## SUPPLIED DATA
*-*-*

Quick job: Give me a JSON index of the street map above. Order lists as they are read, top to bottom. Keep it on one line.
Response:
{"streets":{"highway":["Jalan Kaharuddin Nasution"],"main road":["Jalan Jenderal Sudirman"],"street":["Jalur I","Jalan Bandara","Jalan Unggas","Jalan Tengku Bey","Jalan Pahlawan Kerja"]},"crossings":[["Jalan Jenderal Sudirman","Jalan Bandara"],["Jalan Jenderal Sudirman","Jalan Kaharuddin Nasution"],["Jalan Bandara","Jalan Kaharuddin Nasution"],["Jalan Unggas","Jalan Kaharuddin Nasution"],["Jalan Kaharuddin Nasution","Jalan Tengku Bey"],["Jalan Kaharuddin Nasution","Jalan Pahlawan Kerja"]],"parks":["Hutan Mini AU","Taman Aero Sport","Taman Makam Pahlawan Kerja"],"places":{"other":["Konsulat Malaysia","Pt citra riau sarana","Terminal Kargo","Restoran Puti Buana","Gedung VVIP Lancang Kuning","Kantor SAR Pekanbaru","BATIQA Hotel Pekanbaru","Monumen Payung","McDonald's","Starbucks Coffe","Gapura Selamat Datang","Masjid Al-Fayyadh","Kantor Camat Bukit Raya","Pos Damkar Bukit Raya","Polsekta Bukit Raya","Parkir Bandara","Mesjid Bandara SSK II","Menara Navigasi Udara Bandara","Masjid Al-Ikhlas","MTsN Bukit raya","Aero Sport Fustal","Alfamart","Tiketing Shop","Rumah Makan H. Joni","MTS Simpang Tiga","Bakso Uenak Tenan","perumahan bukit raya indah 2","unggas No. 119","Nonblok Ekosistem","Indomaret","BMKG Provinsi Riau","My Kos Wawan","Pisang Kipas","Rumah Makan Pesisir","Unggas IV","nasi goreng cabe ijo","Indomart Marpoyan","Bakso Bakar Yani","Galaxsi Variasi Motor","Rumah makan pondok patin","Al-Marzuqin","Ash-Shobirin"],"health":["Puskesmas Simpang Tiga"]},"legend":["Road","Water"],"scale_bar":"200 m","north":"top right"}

*-*-*

Output the listing in full. Leave every line unchanged.

Quick job: Give me a JSON index of the street map above. Order lists as they are read, top to bottom. Keep it on one line.
Response:
{"streets":{"highway":["Jalan Kaharuddin Nasution"],"main road":["Jalan Jenderal Sudirman"],"street":["Jalur I","Jalan Bandara","Jalan Unggas","Jalan Tengku Bey","Jalan Pahlawan Kerja"]},"crossings":[["Jalan Jenderal Sudirman","Jalan Bandara"],["Jalan Jenderal Sudirman","Jalan Kaharuddin Nasution"],["Jalan Bandara","Jalan Kaharuddin Nasution"],["Jalan Unggas","Jalan Kaharuddin Nasution"],["Jalan Kaharuddin Nasution","Jalan Tengku Bey"],["Jalan Kaharuddin Nasution","Jalan Pahlawan Kerja"]],"parks":["Hutan Mini AU","Taman Aero Sport","Taman Makam Pahlawan Kerja"],"places":{"other":["Konsulat Malaysia","Pt citra riau sarana","Terminal Kargo","Restoran Puti Buana","Gedung VVIP Lancang Kuning","Kantor SAR Pekanbaru","BATIQA Hotel Pekanbaru","Monumen Payung","McDonald's","Starbucks Coffe","Gapura Selamat Datang","Masjid Al-Fayyadh","Kantor Camat Bukit Raya","Pos Damkar Bukit Raya","Polsekta Bukit Raya","Parkir Bandara","Mesjid Bandara SSK II","Menara Navigasi Udara Bandara","Masjid Al-Ikhlas","MTsN Bukit raya","Aero Sport Fustal","Alfamart","Tiketing Shop","Rumah Makan H. Joni","MTS Simpang Tiga","Bakso Uenak Tenan","perumahan bukit raya indah 2","unggas No. 119","Nonblok Ekosistem","Indomaret","BMKG Provinsi Riau","My Kos Wawan","Pisang Kipas","Rumah Makan Pesisir","Unggas IV","nasi goreng cabe ijo","Indomart Marpoyan","Bakso Bakar Yani","Galaxsi Variasi Motor","Rumah makan pondok patin","Al-Marzuqin","Ash-Shobirin"],"health":["Puskesmas Simpang Tiga"]},"legend":["Road","Water"],"scale_bar":"200 m","north":"top right"}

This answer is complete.